We then continued our walk in the sun towards the Latin quarter, another favourite area of mine. We dropped by the Panthéon to see the fancy pendulum clock (I am yet to read about the mechanism behind this, its accuracy blows my mind every time).
Then of course, it was time for lunch. We went straight into Le Comptoir du Panthéon, a nice little bistro on Rue Soufflot, where they serve the most exquisite carpaccio. Ask for a side of ratatouille, it’s incredibly moreish.
We made our way back through Les jardins du Luxembourg, also known as heaven on Earth.
^ Moi, in my bardot top and french-stripe skirt, prancing around the sun-drenched gardens. The very definition of joie de vivre!
The lovely sunshine was perfectly complemented by a free classical performance, followed by a playful interpretation of a tune, which I eventually recognised as ‘The Bare Necessities’ from Mowgli. How could anybody not love Paris?
I had lasted long enough (a whole day and a half!) before I bought my first (but not last) lovely pastel-coloured pieces of happiness (okay, macaroons).
I also made friends with this cute French couple whilst picking the perfect beret to complete my themed attire for the Festival of wine hosted right atop Montmartre.
Right, prepare to have your mind blown by the next one. This guy spent at least 10 minutes doing keepie uppies, the last few minutes of which were coupled with a fairly impressive acrobatic performance on a lamp post. He didn’t drop the ball once. POW!
We somehow managed to peel our eyes off him, but only because we knew the view from the top of the Sacré-Cœur basilica was really going to be worth it, especially at sunset.

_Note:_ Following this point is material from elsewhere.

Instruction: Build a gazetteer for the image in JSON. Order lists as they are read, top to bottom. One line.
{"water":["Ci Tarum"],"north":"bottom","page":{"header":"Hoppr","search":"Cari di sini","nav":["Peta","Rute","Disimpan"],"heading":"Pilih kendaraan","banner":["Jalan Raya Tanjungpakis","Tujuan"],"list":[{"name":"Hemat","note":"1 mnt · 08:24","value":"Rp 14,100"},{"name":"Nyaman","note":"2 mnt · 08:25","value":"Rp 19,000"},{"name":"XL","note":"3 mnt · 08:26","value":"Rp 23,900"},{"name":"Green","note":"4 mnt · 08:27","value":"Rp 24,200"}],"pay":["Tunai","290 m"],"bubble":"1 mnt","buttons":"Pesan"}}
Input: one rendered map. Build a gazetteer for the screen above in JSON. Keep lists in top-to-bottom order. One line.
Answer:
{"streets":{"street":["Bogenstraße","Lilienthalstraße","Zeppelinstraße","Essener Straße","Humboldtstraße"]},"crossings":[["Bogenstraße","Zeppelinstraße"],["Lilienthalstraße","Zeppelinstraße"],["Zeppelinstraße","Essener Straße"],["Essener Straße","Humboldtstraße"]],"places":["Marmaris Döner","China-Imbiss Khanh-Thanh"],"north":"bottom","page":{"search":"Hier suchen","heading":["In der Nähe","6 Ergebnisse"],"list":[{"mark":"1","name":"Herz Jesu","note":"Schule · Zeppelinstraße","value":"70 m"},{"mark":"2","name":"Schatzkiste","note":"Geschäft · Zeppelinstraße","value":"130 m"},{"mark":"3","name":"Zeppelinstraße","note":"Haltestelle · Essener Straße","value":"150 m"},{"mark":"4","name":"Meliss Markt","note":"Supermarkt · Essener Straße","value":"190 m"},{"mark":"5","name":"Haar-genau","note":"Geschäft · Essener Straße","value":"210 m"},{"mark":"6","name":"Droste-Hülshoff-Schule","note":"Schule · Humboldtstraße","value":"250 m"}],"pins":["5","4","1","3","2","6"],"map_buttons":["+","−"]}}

And now for my most favourite place in Paris, the old artists’ quarter. Although it’s rather modern and commercial nowadays, if you’ve ever watched Woody Allen’s Midnight in Paris, your imagination will do the rest. The tiny, yet packed cafés, the fairy lights in the trees, the cobbled streets … it is all just perfect.
Just looking at all this merry-making, our stomachs began to rumble. We ventured into Chez La Mère Catherine, a pretty central, yet still fairly low-priced restaurant.
I had an excellent goat’s cheese salad, and a salad only, to make up for feeling slightly ashamed, but very happy nonetheless, about the excessive amounts of vin rouge that we ordered by the bottle. However, I know for a fact that the French onion soup was the thickest one I’ve seen so far, so I’d recommend you try it if you get a chance.
We simply had to do our bit to support the tourist craze raging all around us, so we hit the souvenir shops straight after. I found some creatively packaged tea and herbs, and absolutely lost it (translation: bought unnecessary amounts).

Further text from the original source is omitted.